Along with visiting orphanages and schools, he toured a Convoy of Hope warehouse where boxes of food were stored, Krause said.
During his time in Port-au-Prince, he also saw the devastating effects of the earthquake, nearly three years later.
"Hundreds of people live in tent cities," Krause said. "Little rebuilding has been done."
Haiti has no National Guard or Army to help with disasters like the earthquake, he said.
"There's still piles of rubble everywhere," Krause said. "They still find people, their bones."
Some buildings are partially destroyed, others are totally destroyed and some remain untouched, he said.
Krause said one of the leaders of Convoy of Hope told him that poverty exists everywhere, but Haitian people live in extreme poverty.
"Haiti is the poorest country in the western Hemisphere," Krause said.
Many died in the 2010 earthquake and were buried in mass graves like one he saw where 200,000 to 300,000 people were laid to rest, marked by broken wooden crosses.
Despite the poverty surrounding them, the Haitian people are "happy and friendly," Krause said.

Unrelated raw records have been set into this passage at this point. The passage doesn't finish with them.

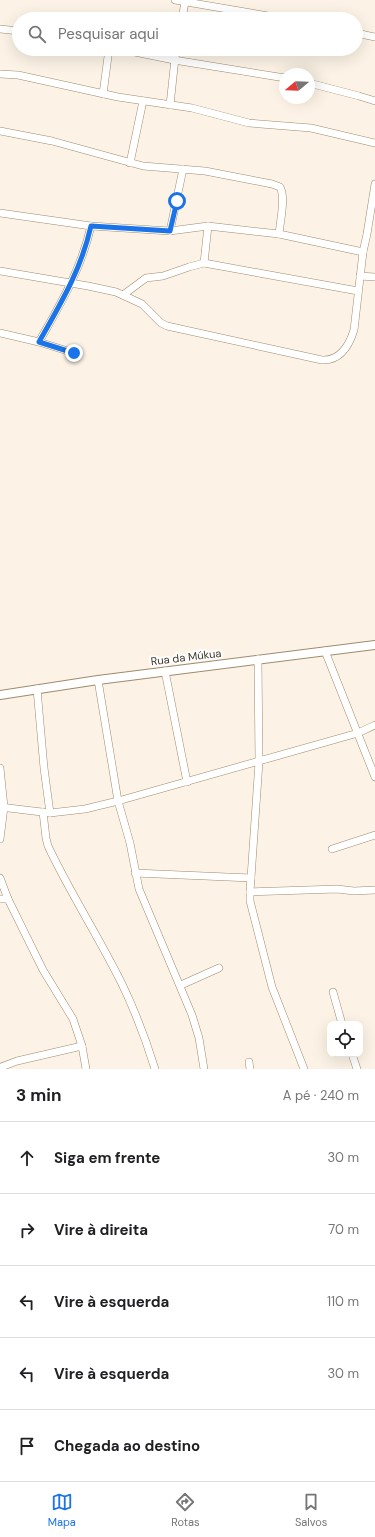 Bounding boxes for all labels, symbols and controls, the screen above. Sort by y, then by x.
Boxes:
search box [12,12,363,56]
icon: search [26,23,48,45]
text: Pesquisar aqui [58,24,159,44]
north arrow [279,68,315,104]
route start [168,192,186,210]
route end [65,344,83,362]
street label: Rua da Múkua [150,646,222,668]
map controls [327,1021,363,1057]
button: locate [327,1021,363,1057]
text: 3 min [16,1084,61,1106]
text: A pé · 240 m [283,1087,359,1104]
icon: ahead [16,1147,38,1169]
text: Siga em frente [54,1148,160,1168]
text: 30 m [327,1149,359,1166]
icon: right [16,1219,38,1241]
text: Vire à direita [54,1220,148,1240]
text: 70 m [328,1221,359,1238]
icon: left [16,1291,38,1313]
text: Vire à esquerda [54,1292,169,1312]
text: 110 m [327,1293,359,1310]
icon: left [16,1363,38,1385]
text: Vire à esquerda [54,1364,169,1384]
text: 30 m [327,1365,359,1382]
icon: arrive [16,1435,38,1457]
text: Chegada ao destino [54,1436,200,1456]
tab: Mapa [48,1491,76,1529]
tab: Rotas [171,1491,200,1529]
tab: Salvos [295,1491,327,1529] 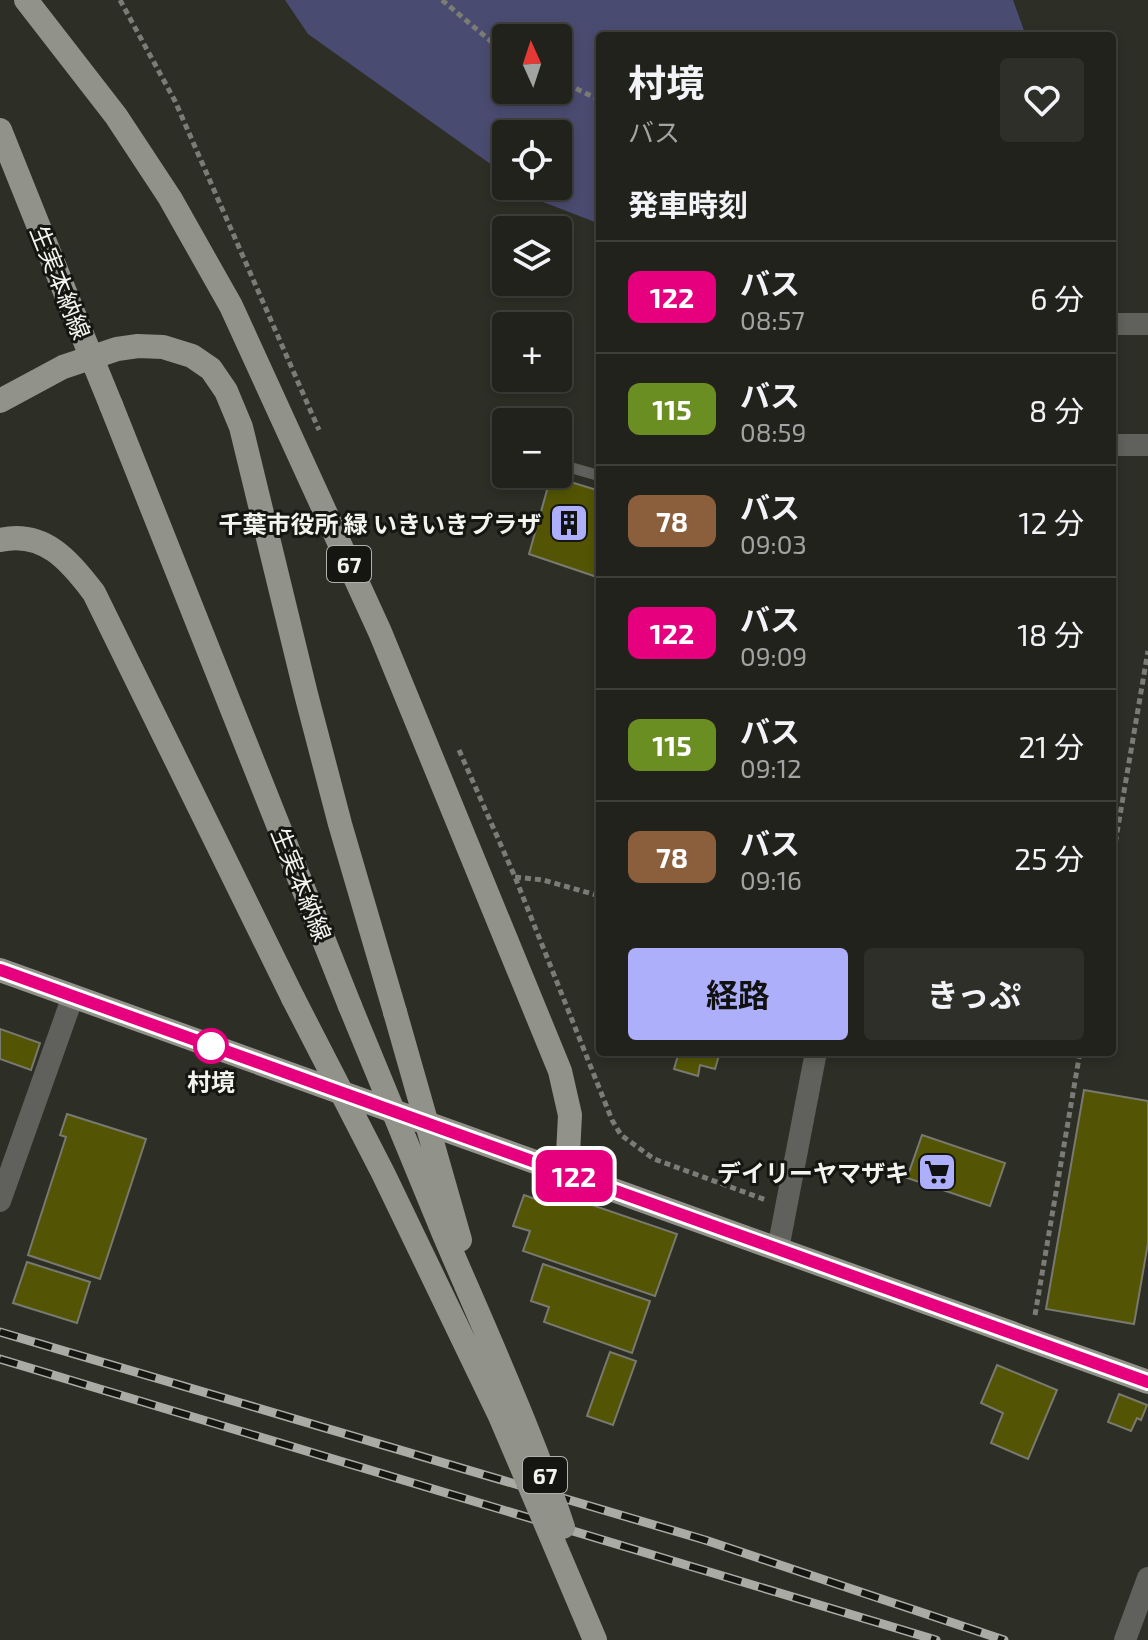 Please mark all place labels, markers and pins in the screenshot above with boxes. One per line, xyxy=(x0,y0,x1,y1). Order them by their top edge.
building icon: 千葉市役所 緑 いきいきプラザ xyxy=(548,502,590,544)
place label: 千葉市役所 緑 いきいきプラザ xyxy=(219,509,541,538)
marker: 村境 xyxy=(194,1029,228,1063)
place label: 村境 xyxy=(187,1067,235,1096)
supermarket icon: デイリーヤマザキ xyxy=(916,1151,958,1193)
place label: デイリーヤマザキ xyxy=(717,1158,909,1187)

"They care about their appearance," he added. "They are very neat and as clean as possible."
In addition to donating dollars to Convoy of Hope after the 2010 earthquake, Rock Solid Assembly also partnered with the organization this past weekend.
The Rock Solid Assembly congregation was challenged Sunday to give to the "One Day to Feed the World" campaign, Krause said.
He asked people to determine what they made in one day, and then make that amount their offering, Krause said.
"Convoy of Hope can take our $1 and turn it into $7 worth of food," he said. "It really helps."
Since returning from Haiti, Krause said he wants to do more personally, and as a pastor, to raise awareness about those in need.
"It's not about us," he said. "It's about others."